This book is a quick read that doesn’t need to be read cover to cover. It is full of innovative lessons that will turn your everyday writing lessons up a notch. Oczkus takes traditional, everyday writing lessons and adds a twist that helps students produce better writing. Some of my favorite lessons include: Noisy Poems, Weekend Webs, Patterned Writing, and Guided Report Writing. The lessons in this book include graphic organizers, examples of the lesson ‘in action,’ and they are easily implemented. This is the perfect resource to spice up your writing block!
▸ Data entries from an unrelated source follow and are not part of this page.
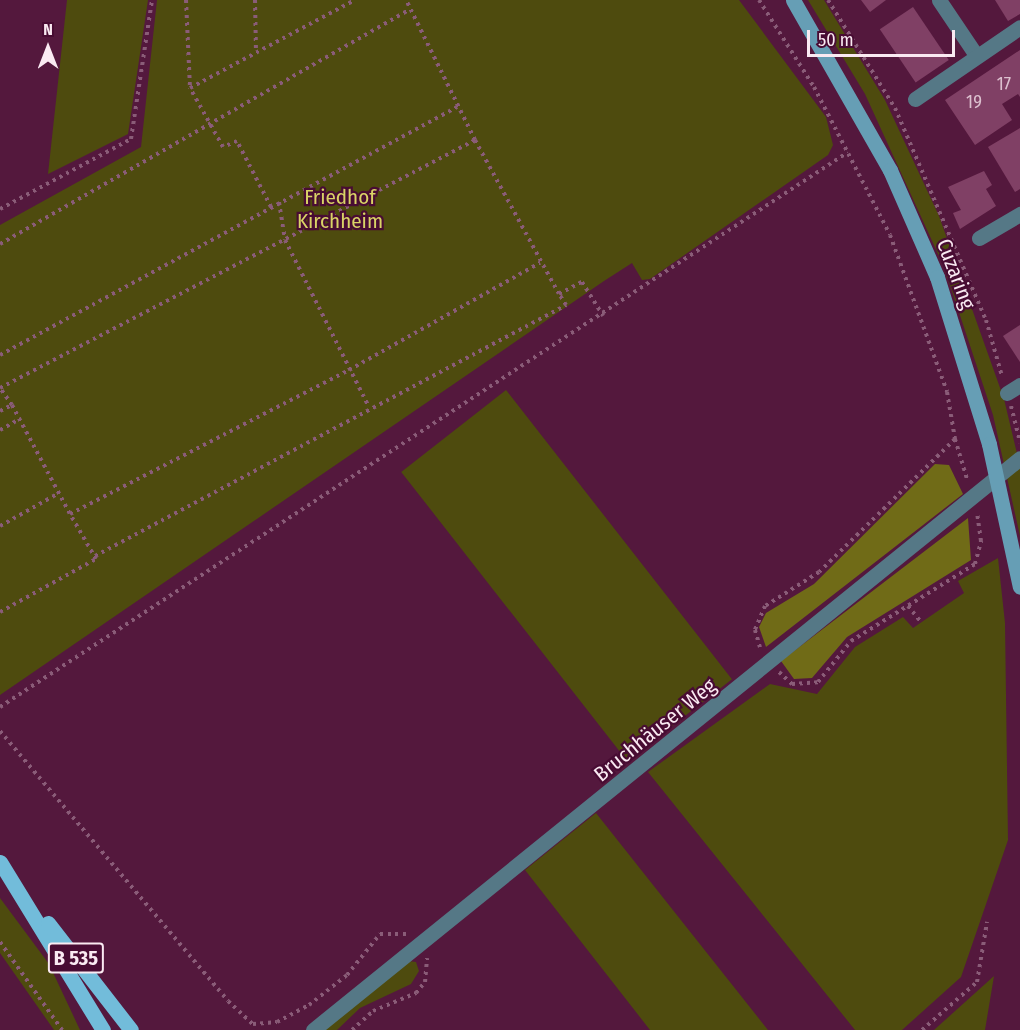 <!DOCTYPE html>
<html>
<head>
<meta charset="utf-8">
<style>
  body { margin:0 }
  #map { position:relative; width:1020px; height:1030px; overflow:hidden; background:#54183d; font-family:"Fira Sans Condensed",sans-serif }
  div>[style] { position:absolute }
  .green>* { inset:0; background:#4e4b0e; transform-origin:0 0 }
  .forest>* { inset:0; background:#706b17 }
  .building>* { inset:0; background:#804065; transform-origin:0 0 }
  .path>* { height:4px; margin-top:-2px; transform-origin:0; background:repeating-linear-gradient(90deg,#8a5c78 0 3px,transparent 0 7.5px) }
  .minor>* { height:15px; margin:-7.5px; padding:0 7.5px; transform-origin:7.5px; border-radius:7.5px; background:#557886 }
  .secondary>* { height:15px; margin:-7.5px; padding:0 7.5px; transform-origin:7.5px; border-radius:7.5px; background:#669eb5 }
  .primary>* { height:15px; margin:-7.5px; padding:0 7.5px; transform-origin:7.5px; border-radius:7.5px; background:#72bcda }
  span { translate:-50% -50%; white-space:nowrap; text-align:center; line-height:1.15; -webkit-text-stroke:4.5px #480c33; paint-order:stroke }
  .number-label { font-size:18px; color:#dcc0cf }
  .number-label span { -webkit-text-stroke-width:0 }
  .shield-label span { padding:2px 4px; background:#480c33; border:2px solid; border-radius:4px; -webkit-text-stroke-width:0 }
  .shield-label { font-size:20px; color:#faeaf2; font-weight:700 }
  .park-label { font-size:21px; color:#d9d366 }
  .street-label { font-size:21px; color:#faeaf2 }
  .north { position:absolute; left:18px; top:18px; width:60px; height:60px; -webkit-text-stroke:4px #480c33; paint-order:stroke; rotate:0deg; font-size:16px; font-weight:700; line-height:24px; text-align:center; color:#faeaf2 }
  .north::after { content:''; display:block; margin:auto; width:21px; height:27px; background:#faeaf2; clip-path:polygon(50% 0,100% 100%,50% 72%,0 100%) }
  .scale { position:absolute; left:807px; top:30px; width:148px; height:27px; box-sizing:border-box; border:3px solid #faeaf2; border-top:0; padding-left:8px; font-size:18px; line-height:21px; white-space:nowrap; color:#faeaf2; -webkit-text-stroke:4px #480c33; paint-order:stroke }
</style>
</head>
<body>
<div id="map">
  <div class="green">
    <i style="clip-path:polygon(67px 0,148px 0,128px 134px,48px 174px)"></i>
    <i style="clip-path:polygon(157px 0,739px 0,826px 117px,833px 145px,828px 155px,650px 279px,642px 280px,632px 263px,604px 281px,0 695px,0 225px,141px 147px)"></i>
    <i style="clip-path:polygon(808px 0,824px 0,885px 100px,939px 216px,1004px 399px,1020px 466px,1020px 536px,993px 415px,944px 267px,865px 94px)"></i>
    <i style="left:506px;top:390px;width:367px;height:133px;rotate:52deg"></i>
    <i style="clip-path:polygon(998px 558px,1005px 623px,1008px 840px,961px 977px,902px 1030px,855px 1030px,648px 772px,770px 684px,817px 694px,855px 647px,903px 617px,913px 628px,964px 593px,958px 581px)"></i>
    <i style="clip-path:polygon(596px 813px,768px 1030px,650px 1030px,525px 870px)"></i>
    <i style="clip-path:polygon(0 898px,49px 964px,80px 1030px,54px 1030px,0 953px)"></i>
    <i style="clip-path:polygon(408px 961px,416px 962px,419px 971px,411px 984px,360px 1008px,337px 1030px,322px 1030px)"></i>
    <i style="clip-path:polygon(994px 976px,985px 1030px,934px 1030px)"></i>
  </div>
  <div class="forest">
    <i style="clip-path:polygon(935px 464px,949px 465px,963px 494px,766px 647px,759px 627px,766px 613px,814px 584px)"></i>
    <i style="clip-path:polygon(968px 518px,971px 560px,847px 637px,812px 678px,794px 679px,781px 661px)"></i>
  </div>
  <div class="building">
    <i style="clip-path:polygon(861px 0,886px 0,870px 12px)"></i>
    <i style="clip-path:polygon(995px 0,1020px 0,1020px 14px,1008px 21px)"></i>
    <i style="left:913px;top:7px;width:64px;height:40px;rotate:56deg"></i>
    <i style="clip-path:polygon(1020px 50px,1020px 97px,1018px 94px,1002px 104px,1012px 120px,975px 145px,945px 100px)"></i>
    <i style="clip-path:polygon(1020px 128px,1020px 189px,1015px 192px,988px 147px)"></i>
    <i style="clip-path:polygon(984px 171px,992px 185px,986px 189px,996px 206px,960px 229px,953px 213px,961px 210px,948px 187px)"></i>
    <i style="clip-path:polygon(1020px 325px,1020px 362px,1003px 336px)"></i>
  </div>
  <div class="path">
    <i style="left:186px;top:0;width:88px;rotate:87.4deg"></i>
    <i style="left:255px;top:0;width:53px;rotate:88.9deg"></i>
    <i style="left:759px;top:0;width:103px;rotate:57.7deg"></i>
    <i style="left:814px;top:87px;width:166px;rotate:62.8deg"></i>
    <i style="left:890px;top:235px;width:167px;rotate:70deg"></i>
    <i style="left:947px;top:392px;width:48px;rotate:80.3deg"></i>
    <i style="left:955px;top:439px;width:190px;rotate:135.6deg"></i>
    <i style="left:819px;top:572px;width:64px;rotate:147.8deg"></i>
    <i style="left:765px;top:606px;width:26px;rotate:113deg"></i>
    <i style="left:755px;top:630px;width:18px;rotate:74deg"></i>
    <i style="left:828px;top:0;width:127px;rotate:58.2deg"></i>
    <i style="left:895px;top:108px;width:231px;rotate:66.8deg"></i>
    <i style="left:986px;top:320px;width:58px;rotate:74.1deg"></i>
    <i style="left:475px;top:140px;width:175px;rotate:61.4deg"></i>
    <i style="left:559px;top:294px;width:26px;rotate:-28deg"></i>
    <i style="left:582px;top:282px;width:40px;rotate:58deg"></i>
    <i style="left:279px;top:202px;width:38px;rotate:81deg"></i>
    <i style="left:285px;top:240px;width:187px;rotate:63.3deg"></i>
    <i style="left:271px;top:207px;width:74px;rotate:-117.3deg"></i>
    <i style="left:237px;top:141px;width:15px;rotate:157deg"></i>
    <i style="left:223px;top:147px;width:68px;rotate:-119.2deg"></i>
    <i style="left:190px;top:88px;width:187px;rotate:-28.1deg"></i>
    <i style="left:0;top:209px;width:149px;rotate:-28.1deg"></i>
    <i style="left:131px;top:139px;width:141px;rotate:-81.4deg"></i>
    <i style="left:0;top:244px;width:469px;rotate:-29.8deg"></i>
    <i style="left:0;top:355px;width:520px;rotate:-28.49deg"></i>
    <i style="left:12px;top:405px;width:123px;rotate:62deg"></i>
    <i style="left:1011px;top:406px;width:38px;rotate:76deg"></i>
    <i style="left:0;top:411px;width:13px;rotate:-27deg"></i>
    <i style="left:12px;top:405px;width:21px;rotate:-125deg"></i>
    <i style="left:0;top:388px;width:536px;rotate:-27.57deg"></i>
    <i style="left:475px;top:140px;width:156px;rotate:-116.2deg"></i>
    <i style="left:0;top:430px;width:23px;rotate:-29deg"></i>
    <i style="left:955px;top:439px;width:42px;rotate:73.3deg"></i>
    <i style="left:0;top:526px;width:68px;rotate:-29.2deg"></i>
    <i style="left:95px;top:556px;width:534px;rotate:-28.05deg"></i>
    <i style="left:566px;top:305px;width:13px;rotate:-122deg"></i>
    <i style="left:908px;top:606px;width:21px;rotate:51deg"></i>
    <i style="left:0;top:612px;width:110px;rotate:-28.9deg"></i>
    <i style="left:96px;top:559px;width:52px;rotate:-120deg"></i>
    <i style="left:70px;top:514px;width:314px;rotate:-27.3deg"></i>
    <i style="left:349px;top:370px;width:219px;rotate:-29.3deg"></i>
    <i style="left:779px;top:672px;width:18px;rotate:43deg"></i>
    <i style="left:792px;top:684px;width:26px;rotate:-4deg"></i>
    <i style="left:818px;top:682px;width:53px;rotate:-51.2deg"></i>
    <i style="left:851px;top:641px;width:146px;rotate:-31.8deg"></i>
    <i style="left:975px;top:564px;width:24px;rotate:-75deg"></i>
    <i style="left:981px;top:541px;width:29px;rotate:-98deg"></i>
    <i style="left:0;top:707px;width:1013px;rotate:-33.2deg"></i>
    <i style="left:0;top:731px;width:353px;rotate:49.8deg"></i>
    <i style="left:228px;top:1001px;width:34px;rotate:43deg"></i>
    <i style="left:253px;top:1024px;width:24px;rotate:-5deg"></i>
    <i style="left:277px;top:1022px;width:36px;rotate:-28deg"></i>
    <i style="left:309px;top:1005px;width:48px;rotate:-38.3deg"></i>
    <i style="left:347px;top:975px;width:53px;rotate:-51.2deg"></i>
    <i style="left:380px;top:934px;width:27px"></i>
    <i style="left:0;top:942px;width:108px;rotate:54.8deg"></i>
    <i style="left:352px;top:1030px;width:28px;rotate:-42deg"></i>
    <i style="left:373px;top:1011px;width:47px;rotate:-22.7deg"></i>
    <i style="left:416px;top:993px;width:14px;rotate:-51deg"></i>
    <i style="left:425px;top:982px;width:24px;rotate:-85deg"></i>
    <i style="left:922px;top:1030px;width:73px;rotate:-41.1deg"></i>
    <i style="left:977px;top:982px;width:61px;rotate:-80.5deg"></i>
  </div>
  <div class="minor">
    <i style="left:939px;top:0;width:66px;rotate:56.1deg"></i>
    <i style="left:915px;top:99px;width:127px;rotate:-34.4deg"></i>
    <i style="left:979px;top:238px;width:48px;rotate:-30.3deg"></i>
    <i style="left:1007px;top:393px;width:15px;rotate:-32deg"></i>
    <i style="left:313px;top:1030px;width:909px;rotate:-38.97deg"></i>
  </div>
  <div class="secondary">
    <i style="left:793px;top:0;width:196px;rotate:60.3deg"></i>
    <i style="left:890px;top:170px;width:117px;rotate:66.3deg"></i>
    <i style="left:937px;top:277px;width:175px;rotate:72.7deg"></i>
    <i style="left:989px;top:444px;width:146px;rotate:77.8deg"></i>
  </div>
  <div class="primary">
    <i style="left:0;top:862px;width:197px;rotate:58.5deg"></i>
    <i style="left:48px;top:923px;width:135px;rotate:52.2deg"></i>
  </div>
  <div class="number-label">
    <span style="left:1004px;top:84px">17</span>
    <span style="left:974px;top:102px">19</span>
  </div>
  <div class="shield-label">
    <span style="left:76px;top:958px">B 535</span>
  </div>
  <div class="park-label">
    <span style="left:340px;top:209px">Friedhof<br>Kirchheim</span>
  </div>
  <div class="street-label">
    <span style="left:956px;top:274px;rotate:69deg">Cuzaring</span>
    <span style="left:655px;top:730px;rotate:-39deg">Bruchhäuser Weg</span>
  </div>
  <div class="north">N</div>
  <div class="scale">50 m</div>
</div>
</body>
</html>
Personal Connection: Writing has been my professional goal for years. I’ve taken a lot of classes and read a lot of professional literature on writing from experts such as Fountas & Pinnell, Lucy Caulkins, Katie Wood Ray, and Reggie Routeman (who are referenced in Oczkus’ book too). By following their lead, I feel pretty comfortable with how I run writer’s workshop in my classroom. Do my students have a separate writing block everyday? Check. Do my students know to finish a story and start a new one? Check. Are they given opportunities for collaborating with a friend when necessary? Check. Do they have writing journals? Check. Do they have opportunities to self select what they write? Check. Are they also given mini lessons on writing different genres? Check. Do they know how to edit, revise, and publish a story? Check. Do they have access to the ‘tools’ they need as writers (quick words, dictionaries, thesaurus, pens, markers, etc.)? Check. Do they have books to “publish” their best work? Check. Do we have author celebrations when they publish their work? Check. The problem I always run into is, “Now what?” My students have good writing stamina, good story ideas, enthusiasm for writing, but there’s still something missing. Their writing is usually good, but it isn’t GREAT. There’s definitely room for improvement. Just like reading, our little writers have to develop a self-extending system. They have to think of an idea, write that idea down, remember how to spell the words they want to write, use correct punctuation, all while keeping in mind that their story must follow a logical sequence with interesting details, etc. That’s a lot to ask of a 7 year old. But we do. The middle of second grade is when we really expect things to come together, to see students use all those strategies flexibly to create a good story. But what do we do if students have all the right pieces but it doesn’t come together? What about the students who have a self extending system but need to practice doing it better? Sometimes I feel like a mechanic with all the parts but no manual on how to put the engine together, let alone how to make sure the car runs. Most of the time I can start the engine, but I’m still not sure how to tune the torque and horsepower.
This book really helped me fine tune the pieces I already had in place. It doesn’t spend a lot of time on theory, but instead focuses on practice. If you already run a writer’s workshop in your classroom and want to fine tune your students’ engines, this is the book for you! It helped me add premium fuel to my writing lessons.